Stored data -
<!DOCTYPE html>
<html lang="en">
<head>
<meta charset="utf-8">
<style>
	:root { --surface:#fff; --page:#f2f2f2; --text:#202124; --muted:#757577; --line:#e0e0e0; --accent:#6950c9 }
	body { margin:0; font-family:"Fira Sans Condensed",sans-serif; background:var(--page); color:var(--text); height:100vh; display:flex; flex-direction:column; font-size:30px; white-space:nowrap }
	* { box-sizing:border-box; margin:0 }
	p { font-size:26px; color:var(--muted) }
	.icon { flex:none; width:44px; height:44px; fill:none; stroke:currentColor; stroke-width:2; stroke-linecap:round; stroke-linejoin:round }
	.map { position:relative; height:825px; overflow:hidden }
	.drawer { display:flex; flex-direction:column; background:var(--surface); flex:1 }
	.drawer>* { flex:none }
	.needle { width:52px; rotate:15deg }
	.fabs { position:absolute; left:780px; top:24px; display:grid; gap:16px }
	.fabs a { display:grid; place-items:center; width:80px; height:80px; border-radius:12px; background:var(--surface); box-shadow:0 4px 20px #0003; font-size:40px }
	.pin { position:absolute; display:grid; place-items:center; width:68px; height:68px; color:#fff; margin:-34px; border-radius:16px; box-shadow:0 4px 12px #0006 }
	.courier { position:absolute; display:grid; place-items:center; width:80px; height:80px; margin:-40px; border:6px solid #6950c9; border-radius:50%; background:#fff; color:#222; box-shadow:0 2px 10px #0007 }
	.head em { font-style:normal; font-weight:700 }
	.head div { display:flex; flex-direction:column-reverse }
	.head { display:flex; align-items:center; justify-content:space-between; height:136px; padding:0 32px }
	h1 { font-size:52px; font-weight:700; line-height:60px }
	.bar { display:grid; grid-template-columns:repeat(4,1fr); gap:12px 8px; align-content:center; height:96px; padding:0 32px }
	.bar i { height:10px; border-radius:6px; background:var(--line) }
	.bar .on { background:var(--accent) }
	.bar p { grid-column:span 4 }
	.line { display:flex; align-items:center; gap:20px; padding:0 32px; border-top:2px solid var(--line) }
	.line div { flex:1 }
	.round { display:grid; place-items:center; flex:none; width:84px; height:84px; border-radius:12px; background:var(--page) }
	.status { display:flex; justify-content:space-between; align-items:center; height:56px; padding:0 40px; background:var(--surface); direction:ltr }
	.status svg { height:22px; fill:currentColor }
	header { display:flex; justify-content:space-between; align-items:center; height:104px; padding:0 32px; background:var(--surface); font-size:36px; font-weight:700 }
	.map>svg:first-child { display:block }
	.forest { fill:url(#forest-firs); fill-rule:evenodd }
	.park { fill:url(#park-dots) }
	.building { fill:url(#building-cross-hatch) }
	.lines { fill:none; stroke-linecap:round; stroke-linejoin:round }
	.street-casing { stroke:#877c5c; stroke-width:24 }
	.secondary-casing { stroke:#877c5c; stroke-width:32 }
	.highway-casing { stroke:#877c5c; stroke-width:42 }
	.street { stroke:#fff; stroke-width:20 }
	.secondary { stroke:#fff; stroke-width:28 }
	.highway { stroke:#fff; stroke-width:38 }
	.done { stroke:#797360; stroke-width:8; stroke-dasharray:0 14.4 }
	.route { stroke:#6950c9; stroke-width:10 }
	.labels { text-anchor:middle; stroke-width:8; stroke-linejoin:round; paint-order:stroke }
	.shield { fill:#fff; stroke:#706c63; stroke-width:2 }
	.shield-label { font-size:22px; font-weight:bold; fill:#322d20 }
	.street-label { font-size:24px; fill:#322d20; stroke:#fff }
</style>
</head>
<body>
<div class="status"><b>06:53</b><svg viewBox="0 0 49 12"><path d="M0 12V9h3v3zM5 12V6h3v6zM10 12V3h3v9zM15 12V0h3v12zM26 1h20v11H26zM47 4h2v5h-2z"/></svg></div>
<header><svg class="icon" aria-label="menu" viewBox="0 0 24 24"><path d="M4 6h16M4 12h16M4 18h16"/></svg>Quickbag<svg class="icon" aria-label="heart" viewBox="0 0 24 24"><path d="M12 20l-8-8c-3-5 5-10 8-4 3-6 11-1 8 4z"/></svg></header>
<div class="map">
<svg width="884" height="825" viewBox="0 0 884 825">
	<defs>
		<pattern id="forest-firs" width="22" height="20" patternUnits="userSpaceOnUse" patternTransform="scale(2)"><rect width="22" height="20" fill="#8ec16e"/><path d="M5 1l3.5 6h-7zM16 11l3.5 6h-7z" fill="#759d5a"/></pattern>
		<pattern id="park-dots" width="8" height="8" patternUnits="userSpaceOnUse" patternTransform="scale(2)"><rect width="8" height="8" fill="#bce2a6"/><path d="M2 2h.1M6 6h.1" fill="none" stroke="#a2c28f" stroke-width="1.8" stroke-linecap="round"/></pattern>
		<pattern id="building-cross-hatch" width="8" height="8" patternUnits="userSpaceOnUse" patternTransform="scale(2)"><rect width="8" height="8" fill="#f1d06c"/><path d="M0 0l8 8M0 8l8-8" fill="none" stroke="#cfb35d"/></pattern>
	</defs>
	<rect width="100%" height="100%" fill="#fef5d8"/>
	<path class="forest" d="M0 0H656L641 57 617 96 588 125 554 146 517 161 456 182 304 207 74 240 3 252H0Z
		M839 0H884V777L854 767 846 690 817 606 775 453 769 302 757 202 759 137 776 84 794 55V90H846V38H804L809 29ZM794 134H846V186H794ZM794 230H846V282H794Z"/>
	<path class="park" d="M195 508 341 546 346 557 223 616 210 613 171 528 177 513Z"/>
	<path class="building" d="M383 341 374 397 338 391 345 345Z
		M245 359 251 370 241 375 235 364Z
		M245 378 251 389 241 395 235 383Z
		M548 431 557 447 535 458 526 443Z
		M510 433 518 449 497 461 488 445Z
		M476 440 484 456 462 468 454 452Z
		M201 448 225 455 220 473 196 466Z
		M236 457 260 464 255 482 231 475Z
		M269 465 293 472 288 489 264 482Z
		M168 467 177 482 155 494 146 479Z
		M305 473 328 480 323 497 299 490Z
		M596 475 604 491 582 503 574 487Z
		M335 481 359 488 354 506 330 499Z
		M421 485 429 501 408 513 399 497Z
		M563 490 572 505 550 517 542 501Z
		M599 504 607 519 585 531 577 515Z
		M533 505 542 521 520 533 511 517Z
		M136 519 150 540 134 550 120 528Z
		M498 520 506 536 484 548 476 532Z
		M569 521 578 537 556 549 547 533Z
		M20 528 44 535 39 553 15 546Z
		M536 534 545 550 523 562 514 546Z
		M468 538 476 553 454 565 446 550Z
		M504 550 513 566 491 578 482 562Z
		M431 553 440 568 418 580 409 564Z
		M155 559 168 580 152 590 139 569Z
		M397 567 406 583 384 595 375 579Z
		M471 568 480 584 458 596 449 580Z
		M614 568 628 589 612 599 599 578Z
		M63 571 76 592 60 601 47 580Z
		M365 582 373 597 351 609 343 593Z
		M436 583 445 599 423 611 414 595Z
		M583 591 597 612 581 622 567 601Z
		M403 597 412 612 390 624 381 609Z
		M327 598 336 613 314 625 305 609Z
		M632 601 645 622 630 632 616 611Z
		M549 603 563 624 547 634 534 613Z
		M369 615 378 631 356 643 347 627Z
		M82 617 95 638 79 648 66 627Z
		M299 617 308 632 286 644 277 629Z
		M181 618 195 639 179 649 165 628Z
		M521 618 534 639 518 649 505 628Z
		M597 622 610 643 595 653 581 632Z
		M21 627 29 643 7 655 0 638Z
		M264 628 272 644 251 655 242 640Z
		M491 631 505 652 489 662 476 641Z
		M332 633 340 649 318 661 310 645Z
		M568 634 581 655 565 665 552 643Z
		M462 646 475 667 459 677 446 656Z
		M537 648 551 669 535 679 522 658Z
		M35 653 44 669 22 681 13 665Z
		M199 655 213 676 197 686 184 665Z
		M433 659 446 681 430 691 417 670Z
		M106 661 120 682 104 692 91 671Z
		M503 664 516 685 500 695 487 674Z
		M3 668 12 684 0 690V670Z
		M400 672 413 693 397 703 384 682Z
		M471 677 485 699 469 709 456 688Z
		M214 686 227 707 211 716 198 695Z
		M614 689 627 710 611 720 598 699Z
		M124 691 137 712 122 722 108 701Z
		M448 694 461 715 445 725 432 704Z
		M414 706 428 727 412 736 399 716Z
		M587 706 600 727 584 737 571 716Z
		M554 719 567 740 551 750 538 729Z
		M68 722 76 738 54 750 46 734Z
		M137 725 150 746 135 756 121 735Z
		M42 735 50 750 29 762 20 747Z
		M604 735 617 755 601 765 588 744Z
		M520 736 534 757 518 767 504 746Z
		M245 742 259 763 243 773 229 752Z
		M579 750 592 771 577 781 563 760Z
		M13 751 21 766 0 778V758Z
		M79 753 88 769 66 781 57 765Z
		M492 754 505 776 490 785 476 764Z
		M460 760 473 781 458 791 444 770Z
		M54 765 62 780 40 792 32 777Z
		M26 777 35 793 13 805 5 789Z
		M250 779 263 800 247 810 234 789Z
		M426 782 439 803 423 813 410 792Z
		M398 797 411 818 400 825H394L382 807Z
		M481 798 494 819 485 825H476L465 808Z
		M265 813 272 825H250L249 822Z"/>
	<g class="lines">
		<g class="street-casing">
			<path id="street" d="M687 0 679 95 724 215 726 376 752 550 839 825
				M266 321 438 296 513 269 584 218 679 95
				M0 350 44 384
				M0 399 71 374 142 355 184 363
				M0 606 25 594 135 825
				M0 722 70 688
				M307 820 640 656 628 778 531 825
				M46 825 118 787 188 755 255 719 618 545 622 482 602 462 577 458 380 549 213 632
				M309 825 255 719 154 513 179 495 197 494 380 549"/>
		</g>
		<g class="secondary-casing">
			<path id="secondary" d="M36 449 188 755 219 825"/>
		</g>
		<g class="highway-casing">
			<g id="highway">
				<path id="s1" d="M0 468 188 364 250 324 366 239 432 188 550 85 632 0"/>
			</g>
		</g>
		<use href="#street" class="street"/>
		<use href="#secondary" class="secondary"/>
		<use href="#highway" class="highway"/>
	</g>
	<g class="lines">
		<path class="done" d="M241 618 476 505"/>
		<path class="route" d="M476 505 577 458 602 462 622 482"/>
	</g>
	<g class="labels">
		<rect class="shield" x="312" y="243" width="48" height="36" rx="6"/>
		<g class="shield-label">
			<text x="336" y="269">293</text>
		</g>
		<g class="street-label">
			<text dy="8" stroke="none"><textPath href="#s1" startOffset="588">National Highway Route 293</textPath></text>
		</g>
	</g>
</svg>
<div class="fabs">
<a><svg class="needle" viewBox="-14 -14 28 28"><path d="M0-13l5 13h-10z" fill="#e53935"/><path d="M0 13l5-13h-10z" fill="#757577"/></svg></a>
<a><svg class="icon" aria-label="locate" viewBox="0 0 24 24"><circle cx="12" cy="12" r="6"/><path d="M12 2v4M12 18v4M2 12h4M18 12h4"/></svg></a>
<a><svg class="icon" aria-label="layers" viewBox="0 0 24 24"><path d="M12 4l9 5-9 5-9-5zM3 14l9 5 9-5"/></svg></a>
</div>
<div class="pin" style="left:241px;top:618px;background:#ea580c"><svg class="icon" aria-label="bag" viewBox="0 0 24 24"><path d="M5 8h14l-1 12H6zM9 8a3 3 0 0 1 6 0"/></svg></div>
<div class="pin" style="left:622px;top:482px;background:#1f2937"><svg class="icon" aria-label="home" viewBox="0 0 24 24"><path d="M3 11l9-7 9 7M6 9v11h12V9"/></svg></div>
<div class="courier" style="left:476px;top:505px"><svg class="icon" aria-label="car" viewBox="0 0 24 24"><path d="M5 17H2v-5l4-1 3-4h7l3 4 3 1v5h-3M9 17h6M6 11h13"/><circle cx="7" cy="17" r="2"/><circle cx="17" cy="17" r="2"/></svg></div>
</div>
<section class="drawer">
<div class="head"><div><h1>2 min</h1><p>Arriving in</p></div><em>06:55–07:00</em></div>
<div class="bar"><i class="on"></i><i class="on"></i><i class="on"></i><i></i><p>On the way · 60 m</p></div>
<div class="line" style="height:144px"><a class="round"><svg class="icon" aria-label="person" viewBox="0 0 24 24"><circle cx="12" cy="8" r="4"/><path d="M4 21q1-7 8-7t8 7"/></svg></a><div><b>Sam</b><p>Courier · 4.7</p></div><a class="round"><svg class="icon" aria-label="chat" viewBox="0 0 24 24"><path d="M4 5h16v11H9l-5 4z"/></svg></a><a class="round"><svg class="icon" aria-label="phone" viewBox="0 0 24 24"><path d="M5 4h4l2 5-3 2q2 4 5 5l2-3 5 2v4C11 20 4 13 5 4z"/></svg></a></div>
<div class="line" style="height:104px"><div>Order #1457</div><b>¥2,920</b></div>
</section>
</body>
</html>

* * *

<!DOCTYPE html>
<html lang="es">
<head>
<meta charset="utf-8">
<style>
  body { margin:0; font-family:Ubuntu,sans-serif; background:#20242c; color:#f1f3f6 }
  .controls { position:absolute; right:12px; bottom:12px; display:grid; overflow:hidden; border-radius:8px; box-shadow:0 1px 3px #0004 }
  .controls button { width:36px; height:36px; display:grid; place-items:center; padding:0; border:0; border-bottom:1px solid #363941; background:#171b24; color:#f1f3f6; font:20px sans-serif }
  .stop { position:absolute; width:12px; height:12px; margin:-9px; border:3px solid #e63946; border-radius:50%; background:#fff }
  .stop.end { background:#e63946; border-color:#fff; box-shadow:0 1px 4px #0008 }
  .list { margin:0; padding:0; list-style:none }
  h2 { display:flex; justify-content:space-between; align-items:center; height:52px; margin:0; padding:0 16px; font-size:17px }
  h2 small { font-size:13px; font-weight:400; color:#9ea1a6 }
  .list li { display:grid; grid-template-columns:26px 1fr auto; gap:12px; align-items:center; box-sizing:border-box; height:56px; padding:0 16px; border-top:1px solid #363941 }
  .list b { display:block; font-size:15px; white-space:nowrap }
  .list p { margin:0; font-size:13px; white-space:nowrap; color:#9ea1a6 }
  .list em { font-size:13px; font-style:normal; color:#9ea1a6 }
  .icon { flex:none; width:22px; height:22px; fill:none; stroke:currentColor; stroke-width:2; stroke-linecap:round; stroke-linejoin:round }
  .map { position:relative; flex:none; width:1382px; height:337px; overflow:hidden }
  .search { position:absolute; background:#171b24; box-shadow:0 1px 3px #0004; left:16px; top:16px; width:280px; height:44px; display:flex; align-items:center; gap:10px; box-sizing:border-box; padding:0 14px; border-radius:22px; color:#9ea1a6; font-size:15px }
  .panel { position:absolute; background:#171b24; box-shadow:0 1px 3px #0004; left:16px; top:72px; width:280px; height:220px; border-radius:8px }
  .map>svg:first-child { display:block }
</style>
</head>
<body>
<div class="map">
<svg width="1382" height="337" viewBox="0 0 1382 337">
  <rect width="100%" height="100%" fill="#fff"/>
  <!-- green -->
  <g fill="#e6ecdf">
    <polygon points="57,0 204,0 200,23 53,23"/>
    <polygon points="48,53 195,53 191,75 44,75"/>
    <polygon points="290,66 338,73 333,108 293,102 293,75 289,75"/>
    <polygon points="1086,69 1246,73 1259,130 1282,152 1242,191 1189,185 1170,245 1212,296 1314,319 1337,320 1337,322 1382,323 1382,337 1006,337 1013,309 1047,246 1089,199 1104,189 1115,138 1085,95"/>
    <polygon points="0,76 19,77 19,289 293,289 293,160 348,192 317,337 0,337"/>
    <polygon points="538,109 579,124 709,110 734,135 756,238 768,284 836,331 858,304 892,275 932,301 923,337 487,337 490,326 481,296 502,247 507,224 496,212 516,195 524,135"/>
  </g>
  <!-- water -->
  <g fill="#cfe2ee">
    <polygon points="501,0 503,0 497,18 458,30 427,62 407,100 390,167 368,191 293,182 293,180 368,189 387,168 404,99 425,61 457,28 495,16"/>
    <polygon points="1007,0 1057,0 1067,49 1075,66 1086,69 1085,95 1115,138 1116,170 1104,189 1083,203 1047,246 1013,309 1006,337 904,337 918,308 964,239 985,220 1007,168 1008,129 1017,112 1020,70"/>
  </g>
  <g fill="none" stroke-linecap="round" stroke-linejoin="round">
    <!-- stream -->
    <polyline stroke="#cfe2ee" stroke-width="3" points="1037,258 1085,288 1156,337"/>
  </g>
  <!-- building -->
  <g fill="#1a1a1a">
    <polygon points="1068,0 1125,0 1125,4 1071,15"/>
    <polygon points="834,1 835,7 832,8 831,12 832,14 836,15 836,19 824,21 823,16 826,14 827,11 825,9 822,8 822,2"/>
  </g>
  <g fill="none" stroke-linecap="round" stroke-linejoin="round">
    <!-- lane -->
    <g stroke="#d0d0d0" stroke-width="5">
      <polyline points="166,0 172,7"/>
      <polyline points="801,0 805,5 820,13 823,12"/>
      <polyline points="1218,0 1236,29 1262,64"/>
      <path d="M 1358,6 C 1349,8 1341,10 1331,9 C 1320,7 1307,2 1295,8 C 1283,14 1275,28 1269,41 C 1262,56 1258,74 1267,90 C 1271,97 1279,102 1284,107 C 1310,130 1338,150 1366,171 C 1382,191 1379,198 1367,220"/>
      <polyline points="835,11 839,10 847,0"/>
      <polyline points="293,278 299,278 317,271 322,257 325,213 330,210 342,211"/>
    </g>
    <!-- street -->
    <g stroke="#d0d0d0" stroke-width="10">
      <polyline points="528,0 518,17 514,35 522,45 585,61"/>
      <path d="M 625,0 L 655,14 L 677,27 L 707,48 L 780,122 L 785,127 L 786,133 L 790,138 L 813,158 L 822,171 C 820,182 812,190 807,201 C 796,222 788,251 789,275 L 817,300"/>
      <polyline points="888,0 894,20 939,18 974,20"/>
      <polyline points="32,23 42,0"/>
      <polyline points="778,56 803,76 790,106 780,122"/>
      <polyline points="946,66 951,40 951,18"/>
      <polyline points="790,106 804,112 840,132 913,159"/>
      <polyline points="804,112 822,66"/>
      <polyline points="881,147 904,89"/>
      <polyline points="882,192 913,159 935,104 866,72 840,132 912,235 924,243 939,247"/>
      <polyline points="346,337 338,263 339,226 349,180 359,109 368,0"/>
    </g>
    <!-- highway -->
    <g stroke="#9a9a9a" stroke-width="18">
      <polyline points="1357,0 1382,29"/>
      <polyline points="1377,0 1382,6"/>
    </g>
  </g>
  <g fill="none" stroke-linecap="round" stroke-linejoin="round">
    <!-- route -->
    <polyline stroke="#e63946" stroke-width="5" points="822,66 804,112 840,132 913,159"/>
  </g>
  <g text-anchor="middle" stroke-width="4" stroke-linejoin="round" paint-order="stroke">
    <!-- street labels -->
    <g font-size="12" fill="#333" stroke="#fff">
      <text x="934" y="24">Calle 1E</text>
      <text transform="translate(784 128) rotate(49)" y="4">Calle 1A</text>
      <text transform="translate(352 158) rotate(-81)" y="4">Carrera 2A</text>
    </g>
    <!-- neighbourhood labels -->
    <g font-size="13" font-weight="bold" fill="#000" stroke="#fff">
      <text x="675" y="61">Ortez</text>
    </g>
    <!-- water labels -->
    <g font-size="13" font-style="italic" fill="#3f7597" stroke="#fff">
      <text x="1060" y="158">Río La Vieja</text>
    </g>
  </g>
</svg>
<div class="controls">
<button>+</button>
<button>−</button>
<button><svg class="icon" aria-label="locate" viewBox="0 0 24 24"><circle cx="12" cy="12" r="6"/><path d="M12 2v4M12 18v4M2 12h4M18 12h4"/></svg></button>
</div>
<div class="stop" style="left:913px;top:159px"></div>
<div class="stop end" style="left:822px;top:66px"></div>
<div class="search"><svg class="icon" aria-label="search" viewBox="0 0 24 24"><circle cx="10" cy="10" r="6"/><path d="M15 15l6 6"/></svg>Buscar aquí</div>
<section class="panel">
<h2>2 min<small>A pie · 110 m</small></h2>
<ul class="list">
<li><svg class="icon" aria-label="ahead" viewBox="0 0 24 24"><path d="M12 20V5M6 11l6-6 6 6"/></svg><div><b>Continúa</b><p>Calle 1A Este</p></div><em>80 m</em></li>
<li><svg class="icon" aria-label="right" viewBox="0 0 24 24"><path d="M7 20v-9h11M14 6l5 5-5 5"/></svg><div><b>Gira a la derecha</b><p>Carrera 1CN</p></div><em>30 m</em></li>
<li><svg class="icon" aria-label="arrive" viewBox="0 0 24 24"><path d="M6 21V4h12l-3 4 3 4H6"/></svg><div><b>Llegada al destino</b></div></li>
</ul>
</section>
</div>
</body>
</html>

What you need to do - Out of the data above, return each line where the word "bottom" can be found.

Output of the exercise -
  .controls { position:absolute; right:12px; bottom:12px; display:grid; overflow:hidden; border-radius:8px; box-shadow:0 1px 3px #0004 }
  .controls button { width:36px; height:36px; display:grid; place-items:center; padding:0; border:0; border-bottom:1px solid #363941; background:#171b24; color:#f1f3f6; font:20px sans-serif }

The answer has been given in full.